Zum Hauptinhalt springen

Regular Expressions

Overview

Regular expressions (regex) are patterns used to match character combinations in strings. They are supported by virtually every programming language and many command-line tools (e.g. grep, sed, awk). A regex engine scans the input string and checks whether (and where) the pattern matches.

Basics

Character Classes

Match a single character from a defined set.

SyntaxMeaning
.Any character except newline
[abc]One of a, b, or c
[^abc]Any character except a, b, or c
[a-z]Any lowercase letter
[0-9]Any digit
\dDigit ([0-9])
\DNon-digit ([^0-9])
\wWord character ([a-zA-Z0-9_])
\WNon-word character ([^a-zA-Z0-9_])
\sWhitespace ([ \t\n\r\f\v])
\SNon-whitespace ([^\t\n\r\f\v])

Examples

Pattern: [A-Z]\w+
Input: "Hello World 123"
Matches: Hello, World

[A-Z] matches one uppercase letter, \w+ then matches one or more word characters after it. 123 has no uppercase letter at the start, so it is skipped. \w does include digits, but [A-Z] restricts the first character to letters only.

Pattern: \d\d\d
Input: "Call 555-1234"
Matches: 555, 123

Three consecutive digits. The - breaks the sequence, so 1234 produces two overlapping windows but only 123 matches as a complete three-digit group (the engine then continues at 4, which alone is not enough).

Quantifiers

Control how many times the preceding element must occur.

SyntaxMeaning
*0 or more (greedy)
+1 or more (greedy)
?0 or 1 (optional)
{n}Exactly n times
{n,}n or more times
{n,m}Between n and m times

Examples

Pattern: colou?r
Input: "color and colour"
Matches: color, colour

The ? makes the u optional, so both color (0 times u) and colour (1 time u) match.

Pattern: \d{2,4}
Input: "1 22 333 4444 55555"
Matches: 22, 333, 4444, 5555

Matches between 2 and 4 consecutive digits. 1 is too short. 55555 yields 5555 (greedy, so the engine takes the maximum 4) and the remaining 5 is too short for another match.

Anchors

Match a position rather than a character.

SyntaxMeaning
^Start of string (or line with m)
$End of string (or line with m)
\bWord boundary
\BNon-word boundary

Examples

Pattern: \bcat\b
Matches: "the cat sat" => cat
No match: "concatenate"

\b marks the boundary between a word character and a non-word character. In concatenate, cat is surrounded by other letters, so \b does not match at those positions.

Pattern: ^\d+
Input: "42 is the answer"
Match: 42

^ anchors the match to the start of the string. \d+ then matches one or more digits from that position. Since 42 is at the very beginning, it matches.

Pattern: \.$
Input: "End of sentence."
Match: .

$ anchors the match to the end of the string. \. matches a literal dot (escaped because . normally means "any character"). Together they match a dot at the end of the string.

Groups and Alternation

Parentheses () create groups that capture the matched substring.

Pattern: (foo)(bar)
Input: foobar
Group 1: foo
Group 2: bar

Each pair of () creates a numbered group. The full match is foobar, but the groups let you access foo and bar individually (e.g. for search-and-replace or extraction).

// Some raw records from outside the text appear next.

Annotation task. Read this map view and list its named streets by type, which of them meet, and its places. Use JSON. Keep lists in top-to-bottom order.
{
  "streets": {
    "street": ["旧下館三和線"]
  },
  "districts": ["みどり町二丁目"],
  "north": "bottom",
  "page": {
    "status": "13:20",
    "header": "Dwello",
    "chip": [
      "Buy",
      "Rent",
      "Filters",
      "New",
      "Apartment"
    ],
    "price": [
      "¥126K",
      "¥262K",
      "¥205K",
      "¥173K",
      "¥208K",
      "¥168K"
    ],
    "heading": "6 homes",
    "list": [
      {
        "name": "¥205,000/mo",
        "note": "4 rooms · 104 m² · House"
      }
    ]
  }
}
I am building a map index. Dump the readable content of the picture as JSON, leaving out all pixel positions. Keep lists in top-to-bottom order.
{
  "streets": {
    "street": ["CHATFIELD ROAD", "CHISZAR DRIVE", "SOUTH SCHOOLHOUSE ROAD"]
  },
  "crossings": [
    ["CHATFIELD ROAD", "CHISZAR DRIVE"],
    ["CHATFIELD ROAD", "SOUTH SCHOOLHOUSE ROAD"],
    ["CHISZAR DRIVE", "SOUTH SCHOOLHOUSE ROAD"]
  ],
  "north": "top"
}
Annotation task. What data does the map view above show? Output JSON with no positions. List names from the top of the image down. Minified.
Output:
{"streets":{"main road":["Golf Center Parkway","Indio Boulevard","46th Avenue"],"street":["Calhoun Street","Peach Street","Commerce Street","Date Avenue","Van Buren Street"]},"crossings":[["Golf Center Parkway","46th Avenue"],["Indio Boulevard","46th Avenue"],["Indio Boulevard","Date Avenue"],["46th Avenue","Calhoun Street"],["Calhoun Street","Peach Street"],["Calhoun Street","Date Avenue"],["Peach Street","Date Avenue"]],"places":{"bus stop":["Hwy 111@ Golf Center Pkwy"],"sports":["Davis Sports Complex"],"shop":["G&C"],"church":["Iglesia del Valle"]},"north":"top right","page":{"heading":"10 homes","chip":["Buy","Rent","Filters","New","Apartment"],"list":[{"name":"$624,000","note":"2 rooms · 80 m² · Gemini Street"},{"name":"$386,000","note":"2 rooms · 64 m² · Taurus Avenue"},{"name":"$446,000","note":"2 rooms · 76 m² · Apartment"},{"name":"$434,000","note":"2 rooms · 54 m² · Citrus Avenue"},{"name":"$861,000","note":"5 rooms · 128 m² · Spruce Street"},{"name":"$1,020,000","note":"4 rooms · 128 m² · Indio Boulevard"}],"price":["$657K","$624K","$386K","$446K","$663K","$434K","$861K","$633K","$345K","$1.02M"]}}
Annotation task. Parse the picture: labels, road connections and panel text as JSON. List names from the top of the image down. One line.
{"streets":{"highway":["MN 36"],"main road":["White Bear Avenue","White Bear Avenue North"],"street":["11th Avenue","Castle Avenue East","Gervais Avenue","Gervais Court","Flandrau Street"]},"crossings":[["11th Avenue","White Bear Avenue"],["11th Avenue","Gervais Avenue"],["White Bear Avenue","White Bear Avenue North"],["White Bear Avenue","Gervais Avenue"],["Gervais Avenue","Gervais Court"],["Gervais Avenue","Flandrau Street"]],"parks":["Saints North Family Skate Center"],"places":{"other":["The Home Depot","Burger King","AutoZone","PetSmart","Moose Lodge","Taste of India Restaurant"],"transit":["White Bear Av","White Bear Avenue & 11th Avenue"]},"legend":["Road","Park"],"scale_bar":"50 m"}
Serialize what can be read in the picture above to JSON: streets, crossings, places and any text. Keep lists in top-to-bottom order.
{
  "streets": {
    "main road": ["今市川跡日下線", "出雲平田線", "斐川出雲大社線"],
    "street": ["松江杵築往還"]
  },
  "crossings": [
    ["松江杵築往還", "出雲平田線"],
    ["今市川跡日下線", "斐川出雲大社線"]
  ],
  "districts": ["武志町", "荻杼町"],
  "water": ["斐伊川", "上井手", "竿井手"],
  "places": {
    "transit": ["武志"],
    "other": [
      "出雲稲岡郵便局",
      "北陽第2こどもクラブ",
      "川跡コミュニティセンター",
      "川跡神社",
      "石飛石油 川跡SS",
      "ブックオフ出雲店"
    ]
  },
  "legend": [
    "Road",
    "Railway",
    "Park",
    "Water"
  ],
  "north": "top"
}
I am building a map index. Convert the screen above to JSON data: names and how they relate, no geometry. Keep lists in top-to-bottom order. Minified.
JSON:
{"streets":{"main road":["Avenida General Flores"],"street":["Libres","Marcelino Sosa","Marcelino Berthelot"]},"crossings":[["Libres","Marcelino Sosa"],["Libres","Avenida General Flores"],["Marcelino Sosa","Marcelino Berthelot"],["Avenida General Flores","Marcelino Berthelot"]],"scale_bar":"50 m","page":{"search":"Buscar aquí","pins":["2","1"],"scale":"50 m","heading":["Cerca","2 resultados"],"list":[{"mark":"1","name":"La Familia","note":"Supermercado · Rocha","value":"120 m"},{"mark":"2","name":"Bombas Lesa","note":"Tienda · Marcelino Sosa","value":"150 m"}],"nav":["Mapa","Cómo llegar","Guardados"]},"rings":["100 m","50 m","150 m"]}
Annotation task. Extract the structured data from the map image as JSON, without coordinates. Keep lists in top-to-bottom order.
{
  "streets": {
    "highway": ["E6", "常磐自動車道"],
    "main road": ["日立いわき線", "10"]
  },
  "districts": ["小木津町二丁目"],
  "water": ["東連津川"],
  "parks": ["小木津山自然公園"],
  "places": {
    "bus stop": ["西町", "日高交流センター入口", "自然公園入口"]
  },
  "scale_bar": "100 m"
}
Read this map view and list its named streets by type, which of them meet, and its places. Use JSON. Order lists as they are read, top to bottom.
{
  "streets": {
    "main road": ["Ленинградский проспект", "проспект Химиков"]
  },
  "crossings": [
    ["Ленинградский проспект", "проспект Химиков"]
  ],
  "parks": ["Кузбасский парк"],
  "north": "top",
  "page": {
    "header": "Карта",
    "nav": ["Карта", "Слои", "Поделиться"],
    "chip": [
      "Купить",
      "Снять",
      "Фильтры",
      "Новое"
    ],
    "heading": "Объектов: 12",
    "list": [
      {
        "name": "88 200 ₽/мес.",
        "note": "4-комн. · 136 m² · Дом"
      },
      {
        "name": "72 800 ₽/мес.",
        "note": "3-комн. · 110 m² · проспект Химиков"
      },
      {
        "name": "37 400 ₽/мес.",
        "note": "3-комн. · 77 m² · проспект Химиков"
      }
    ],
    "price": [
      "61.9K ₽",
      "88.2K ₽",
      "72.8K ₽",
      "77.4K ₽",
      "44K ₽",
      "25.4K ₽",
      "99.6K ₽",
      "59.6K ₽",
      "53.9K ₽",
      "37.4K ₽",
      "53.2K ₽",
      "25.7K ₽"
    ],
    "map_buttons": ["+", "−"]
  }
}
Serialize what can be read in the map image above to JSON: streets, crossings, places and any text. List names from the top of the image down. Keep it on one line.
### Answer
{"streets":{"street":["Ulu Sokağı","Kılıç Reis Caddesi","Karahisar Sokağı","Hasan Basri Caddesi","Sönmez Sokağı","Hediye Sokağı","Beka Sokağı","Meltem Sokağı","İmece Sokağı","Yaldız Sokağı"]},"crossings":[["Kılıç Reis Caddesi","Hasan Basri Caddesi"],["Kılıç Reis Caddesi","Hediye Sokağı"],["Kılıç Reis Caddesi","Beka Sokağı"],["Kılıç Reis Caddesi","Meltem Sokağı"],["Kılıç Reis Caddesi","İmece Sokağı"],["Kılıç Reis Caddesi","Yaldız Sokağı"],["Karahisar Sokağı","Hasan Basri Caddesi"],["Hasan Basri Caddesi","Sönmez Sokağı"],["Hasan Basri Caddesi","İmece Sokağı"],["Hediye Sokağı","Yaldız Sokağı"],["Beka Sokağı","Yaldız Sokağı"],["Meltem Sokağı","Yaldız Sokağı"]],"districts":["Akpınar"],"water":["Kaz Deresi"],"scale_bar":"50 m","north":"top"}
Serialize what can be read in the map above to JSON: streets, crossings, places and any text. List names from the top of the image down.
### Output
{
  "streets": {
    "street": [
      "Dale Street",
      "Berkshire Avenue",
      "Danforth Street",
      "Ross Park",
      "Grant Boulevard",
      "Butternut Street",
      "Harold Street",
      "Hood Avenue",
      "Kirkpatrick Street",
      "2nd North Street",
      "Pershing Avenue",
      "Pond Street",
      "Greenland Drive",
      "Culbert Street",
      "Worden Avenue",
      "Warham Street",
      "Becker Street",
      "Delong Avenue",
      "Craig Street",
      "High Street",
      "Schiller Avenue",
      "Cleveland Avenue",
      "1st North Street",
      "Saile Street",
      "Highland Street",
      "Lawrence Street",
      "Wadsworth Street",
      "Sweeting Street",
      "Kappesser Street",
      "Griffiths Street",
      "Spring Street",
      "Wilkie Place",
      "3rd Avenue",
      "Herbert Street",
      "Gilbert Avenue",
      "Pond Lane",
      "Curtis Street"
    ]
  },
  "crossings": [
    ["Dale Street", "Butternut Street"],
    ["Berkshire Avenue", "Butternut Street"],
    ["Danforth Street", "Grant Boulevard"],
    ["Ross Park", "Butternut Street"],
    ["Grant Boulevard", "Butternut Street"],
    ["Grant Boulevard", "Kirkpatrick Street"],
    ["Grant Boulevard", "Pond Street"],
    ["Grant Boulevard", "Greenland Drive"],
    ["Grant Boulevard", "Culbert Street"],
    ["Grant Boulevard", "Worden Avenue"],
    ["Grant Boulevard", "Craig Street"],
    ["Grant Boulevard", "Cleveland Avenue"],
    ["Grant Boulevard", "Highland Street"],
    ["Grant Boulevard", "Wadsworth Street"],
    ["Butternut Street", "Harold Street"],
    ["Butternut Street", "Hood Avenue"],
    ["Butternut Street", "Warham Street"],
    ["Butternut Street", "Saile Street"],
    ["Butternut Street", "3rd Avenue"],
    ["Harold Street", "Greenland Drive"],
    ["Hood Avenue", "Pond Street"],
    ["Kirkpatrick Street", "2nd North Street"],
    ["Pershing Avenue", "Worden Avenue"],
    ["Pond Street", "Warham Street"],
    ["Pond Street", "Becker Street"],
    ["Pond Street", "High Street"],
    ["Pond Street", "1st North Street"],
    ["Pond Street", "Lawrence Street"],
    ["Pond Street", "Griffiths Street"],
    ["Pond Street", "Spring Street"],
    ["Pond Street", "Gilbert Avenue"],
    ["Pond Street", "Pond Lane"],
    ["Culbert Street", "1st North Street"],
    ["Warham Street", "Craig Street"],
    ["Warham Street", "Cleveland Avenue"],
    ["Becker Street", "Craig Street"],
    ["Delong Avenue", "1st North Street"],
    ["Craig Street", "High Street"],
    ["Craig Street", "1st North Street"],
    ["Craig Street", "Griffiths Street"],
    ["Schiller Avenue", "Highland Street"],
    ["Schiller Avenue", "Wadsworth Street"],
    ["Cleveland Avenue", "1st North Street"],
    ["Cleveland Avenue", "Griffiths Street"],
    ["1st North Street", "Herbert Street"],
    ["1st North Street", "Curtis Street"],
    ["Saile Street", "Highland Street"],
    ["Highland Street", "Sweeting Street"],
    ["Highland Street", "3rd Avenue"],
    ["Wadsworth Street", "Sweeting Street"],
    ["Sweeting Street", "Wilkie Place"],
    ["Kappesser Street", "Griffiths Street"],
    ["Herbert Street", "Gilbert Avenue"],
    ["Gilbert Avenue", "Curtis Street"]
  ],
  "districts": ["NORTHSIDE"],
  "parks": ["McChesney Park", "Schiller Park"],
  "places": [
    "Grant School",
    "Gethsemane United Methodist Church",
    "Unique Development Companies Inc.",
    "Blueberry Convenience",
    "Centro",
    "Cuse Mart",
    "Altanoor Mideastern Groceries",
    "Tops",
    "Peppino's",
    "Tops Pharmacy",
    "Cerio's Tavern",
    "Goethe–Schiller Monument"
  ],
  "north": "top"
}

The pipe | acts as a logical OR.

Pattern: cat|dog
Matches: cat, dog

The engine tries cat first, and if that fails at the current position, it tries dog.

Pattern: (\d{3})-(\d{4})
Input: "555-1234"
Group 1: 555
Group 2: 1234

Groups can capture parts of a structured string separately. Here the area code and number are split into two groups, while the - is matched but not captured.

Flags

Flags modify how the pattern is applied.

FlagNameEffect
gGlobalFind all matches, not just the first
iCase-insensitiveIgnore upper/lower case
mMultiline^ and $ match start/end of each line
sDotall. also matches newline characters
uUnicodeTreat pattern and input as Unicode

Examples

Pattern (no flag): /hello/
Input: "Hello World"
No match

Pattern (with i): /hello/i
Input: "Hello World"
Match: Hello

Without the i flag, hello does not match Hello because the H is uppercase. With the i flag, case is ignored and the match succeeds.

Advanced Patterns

Greedy vs. Lazy

  • Greedy (default): matches as much as possible
  • Lazy (append ?): matches as little as possible
SyntaxMeaning
*?0 or more (lazy)
+?1 or more (lazy)
??0 or 1 (lazy)

Examples

Input:   <b>bold</b> and <b>more</b>

Greedy: <.*> => 1 match: <b>bold</b> and <b>more</b>
Lazy: <.*?> => 4 matches: <b>, </b>, <b>, </b>

Greedy .* expands as far as possible, matching from the first < to the very last >, the entire string in one match. Lazy .*? stops at the earliest possible >, so each tag is matched individually.

Non-Capturing Groups

Use (?:...) when grouping is needed but capturing is not.

Pattern: (?:foo|bar)baz
Matches: foobaz, barbaz

Named Groups

Use (?<name>...) to assign a name to a group.

Pattern: (?<year>\d{4})-(?<month>\d{2})-(?<day>\d{2})
Input: 2026-03-18
year: 2026
month: 03
day: 18

Backreferences

Refer to a previously captured group with \1, \2, etc.

Pattern: (\w+)\s\1
Matches: "hello hello" => hello hello
No match: "hello world"

Lookaround

Lookaround assertions check for a pattern without consuming characters.

SyntaxNameMeaning
(?=...)Positive lookaheadFollowed by ...
(?!...)Negative lookaheadNot followed by ...
(?<=...)Positive lookbehindPreceded by ...
(?<!...)Negative lookbehindNot preceded by ...

Examples

Pattern: \d+(?= USD)
Input: "100 USD and 200 EUR"
Match: 100
Pattern: \b\w+\b(?!\.com)
Input: "test.com and example.org"
Effect: Matches words NOT followed by .com
Pattern: (?<=\$)\d+
Input: "Price: $50"
Match: 50
Pattern: (?<!un)happy
Input: "happy and unhappy"
Match: happy (first one only)

Common Patterns

Email (simplified):     [a-zA-Z0-9._%+-]+@[a-zA-Z0-9.-]+\.[a-zA-Z]{2,}
IPv4 address: \b\d{1,3}\.\d{1,3}\.\d{1,3}\.\d{1,3}\b
ISO date (YYYY-MM-DD): \d{4}-\d{2}-\d{2}
Hex color code: #[0-9a-fA-F]{3,8}
URL (simplified): https?://[^\s]+